[What the exercise asks] Wherever a picture appears in the data below, omit it, and restate everything else word for word.

:: Records for processing

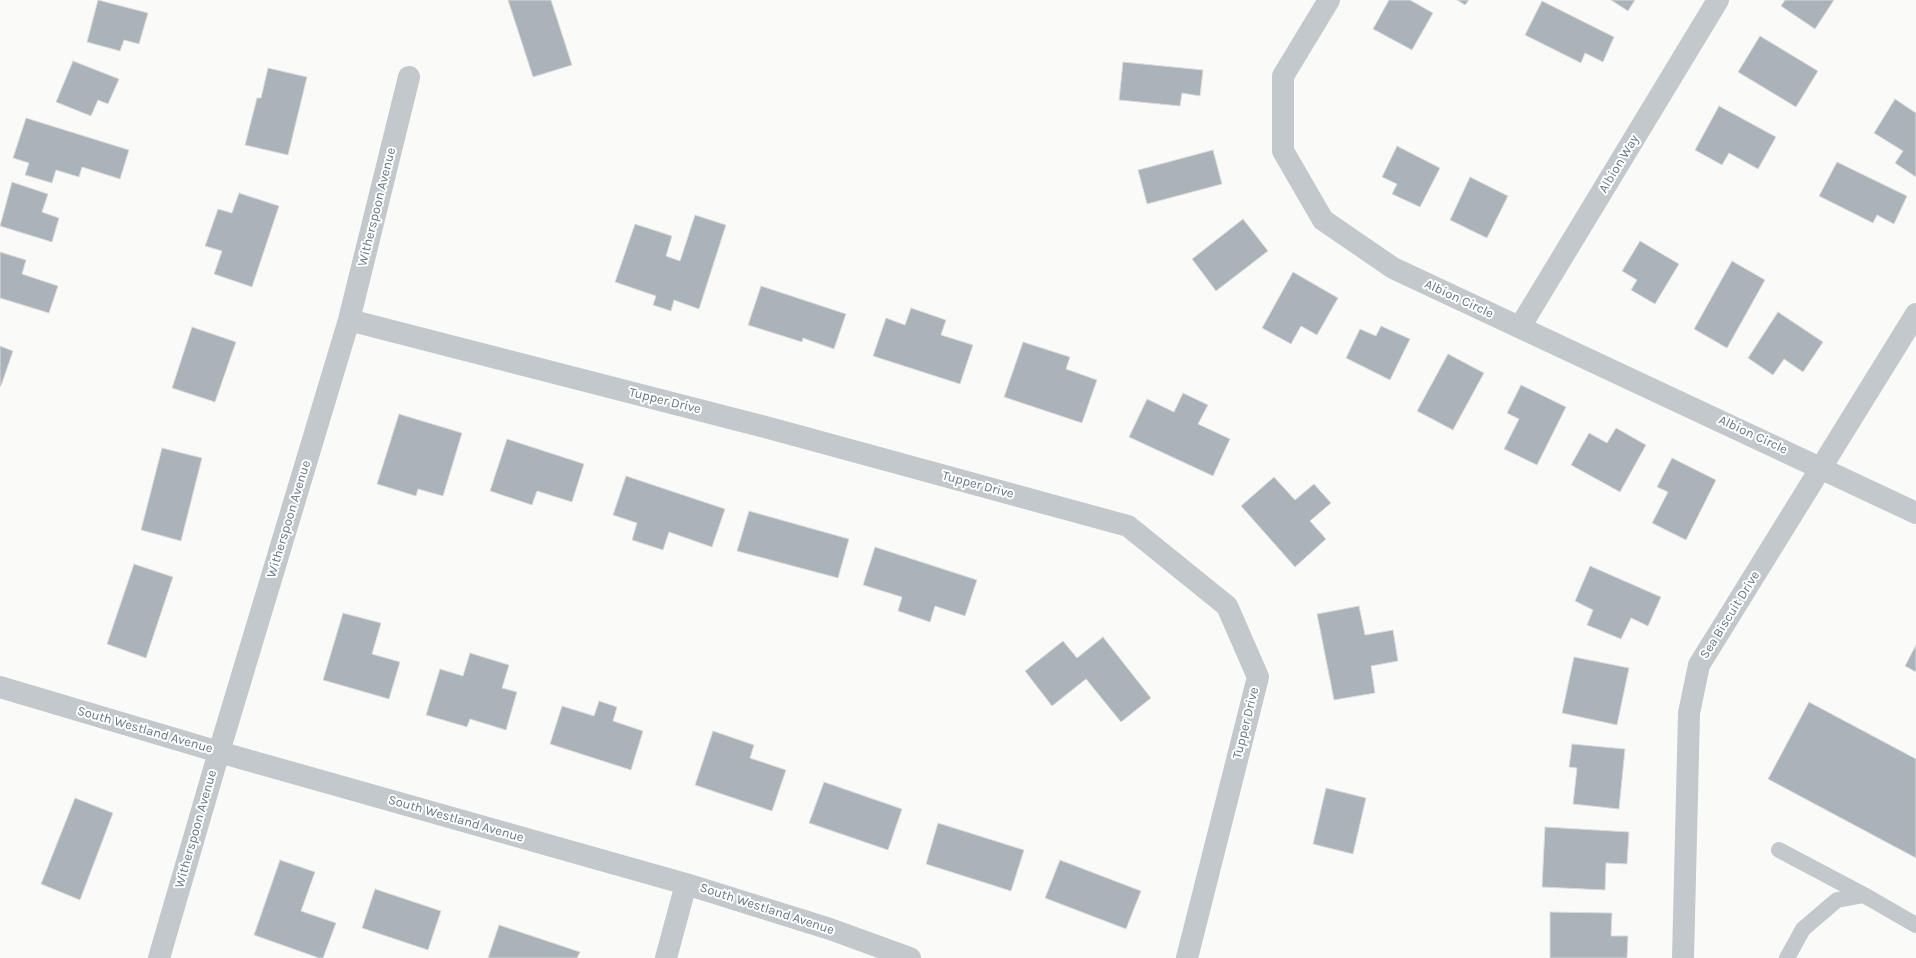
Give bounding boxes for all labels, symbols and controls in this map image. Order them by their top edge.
street label: Albion Way [1596,132,1642,196]
street label: Witherspoon Avenue [355,146,399,268]
street label: Albion Circle [1422,276,1496,322]
street label: Tupper Drive [627,385,703,417]
street label: Albion Circle [1716,412,1790,458]
street label: Witherspoon Avenue [264,458,314,580]
street label: Tupper Drive [940,468,1016,502]
street label: Sea Biscuit Drive [1697,568,1763,662]
street label: Tupper Drive [1230,685,1262,761]
street label: South Westland Avenue [75,703,215,757]
street label: Witherspoon Avenue [172,768,220,890]
street label: South Westland Avenue [386,792,526,846]
street label: South Westland Avenue [698,880,836,938]

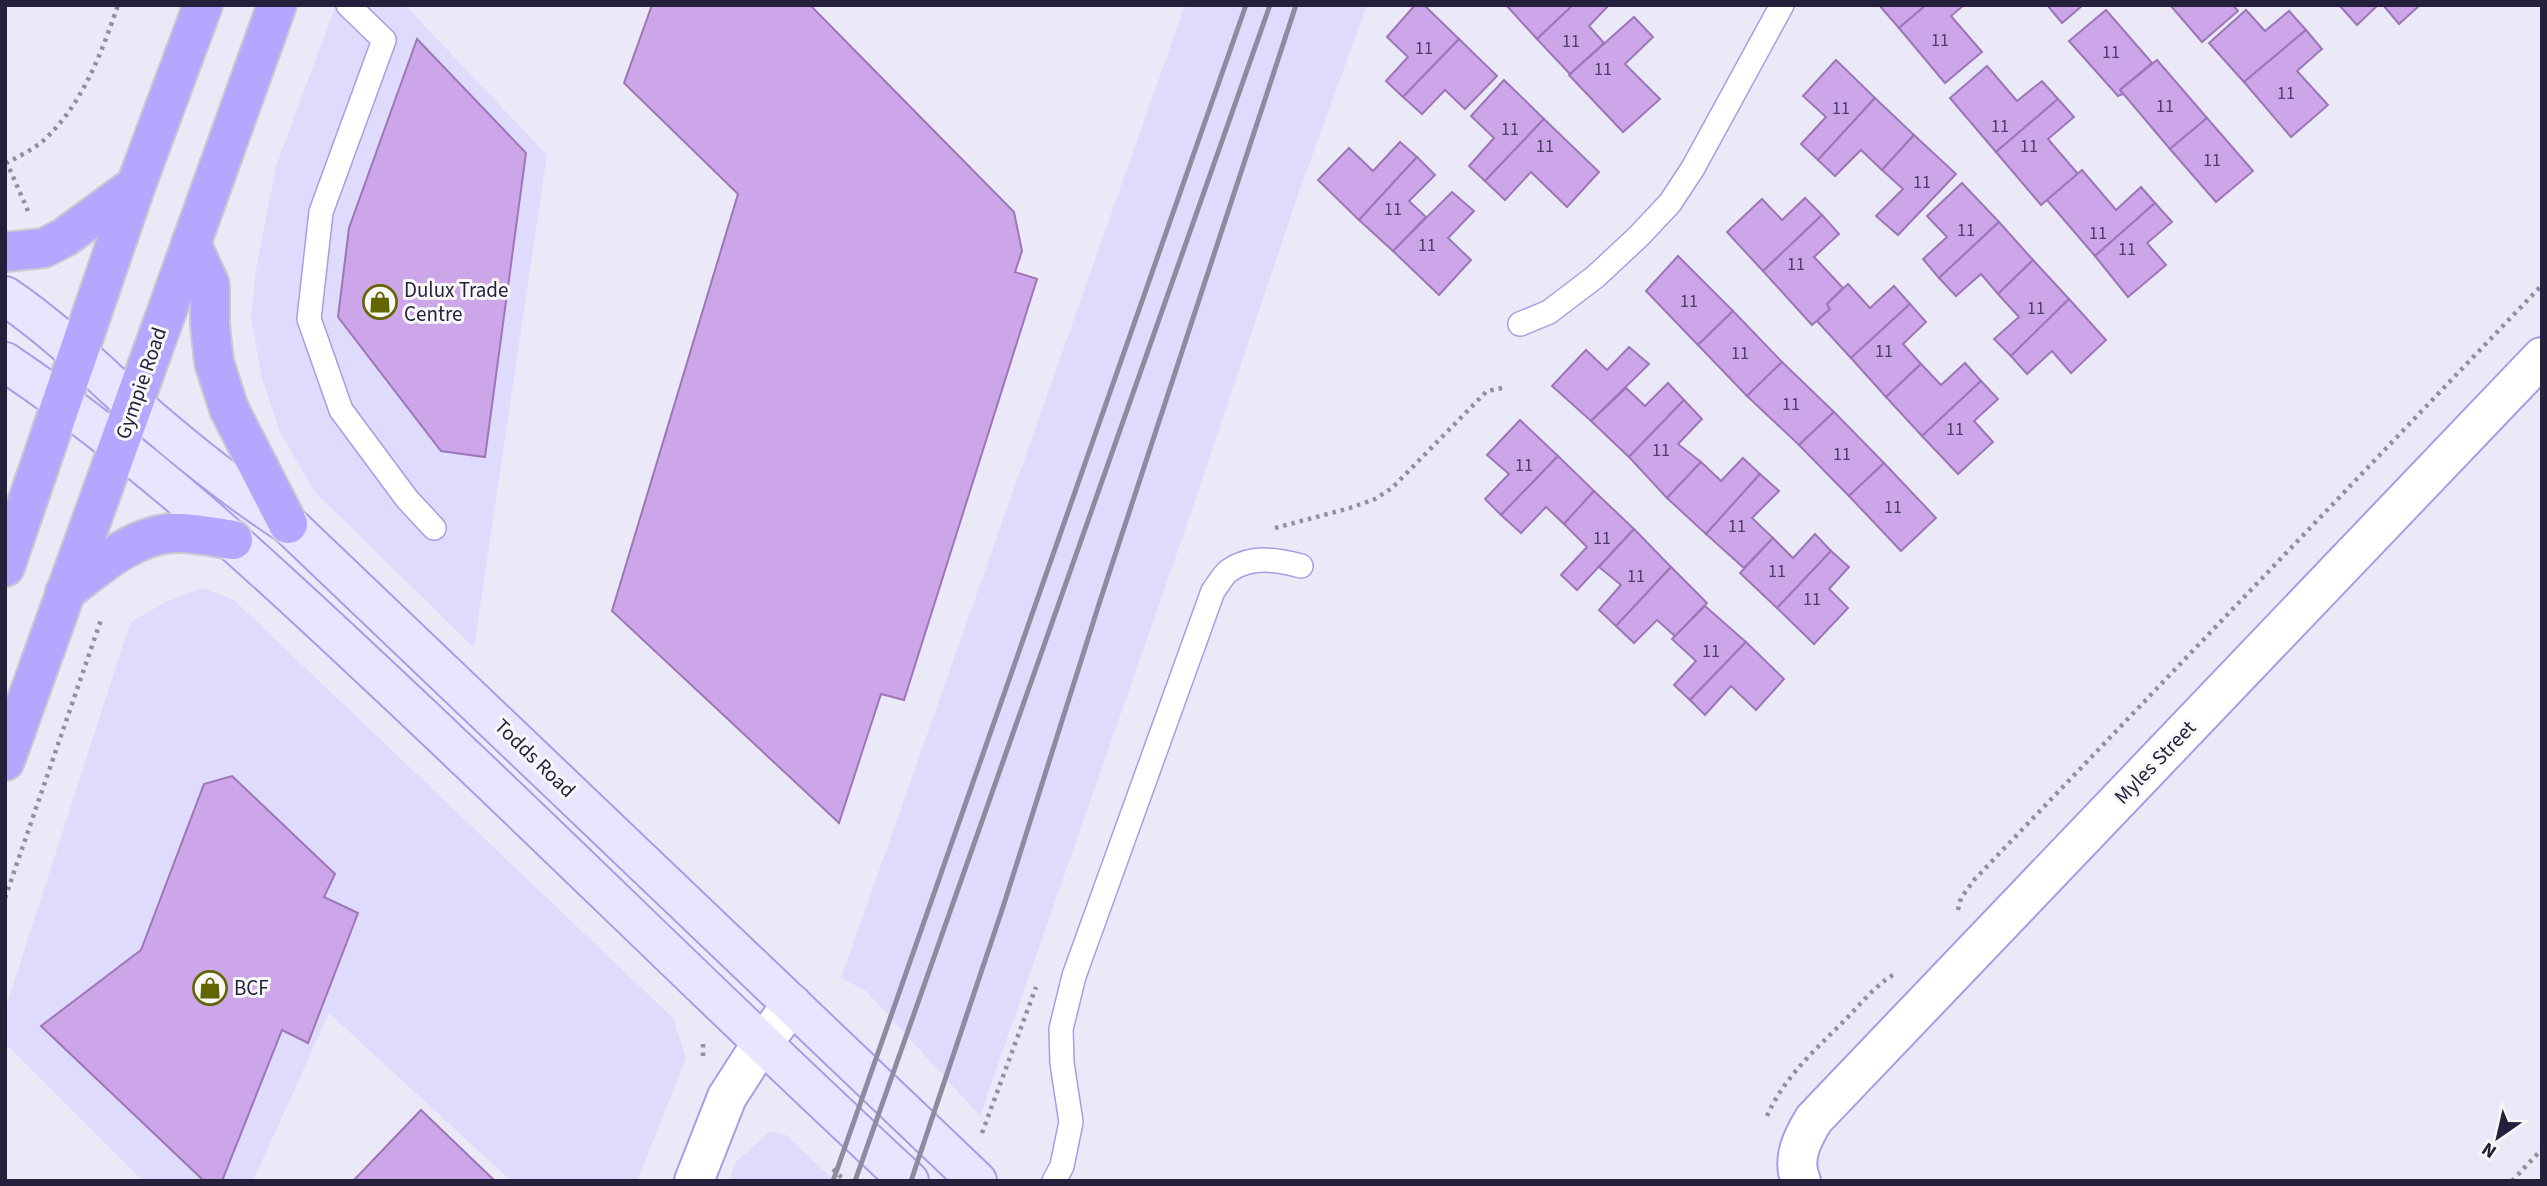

::::

[Result]
Give bounding boxes for all labels, symbols and controls in this map image. Order them by their top edge.
street label: Albion Way [1596,132,1642,196]
street label: Witherspoon Avenue [355,146,399,268]
street label: Albion Circle [1422,276,1496,322]
street label: Tupper Drive [627,385,703,417]
street label: Albion Circle [1716,412,1790,458]
street label: Witherspoon Avenue [264,458,314,580]
street label: Tupper Drive [940,468,1016,502]
street label: Sea Biscuit Drive [1697,568,1763,662]
street label: Tupper Drive [1230,685,1262,761]
street label: South Westland Avenue [75,703,215,757]
street label: Witherspoon Avenue [172,768,220,890]
street label: South Westland Avenue [386,792,526,846]
street label: South Westland Avenue [698,880,836,938]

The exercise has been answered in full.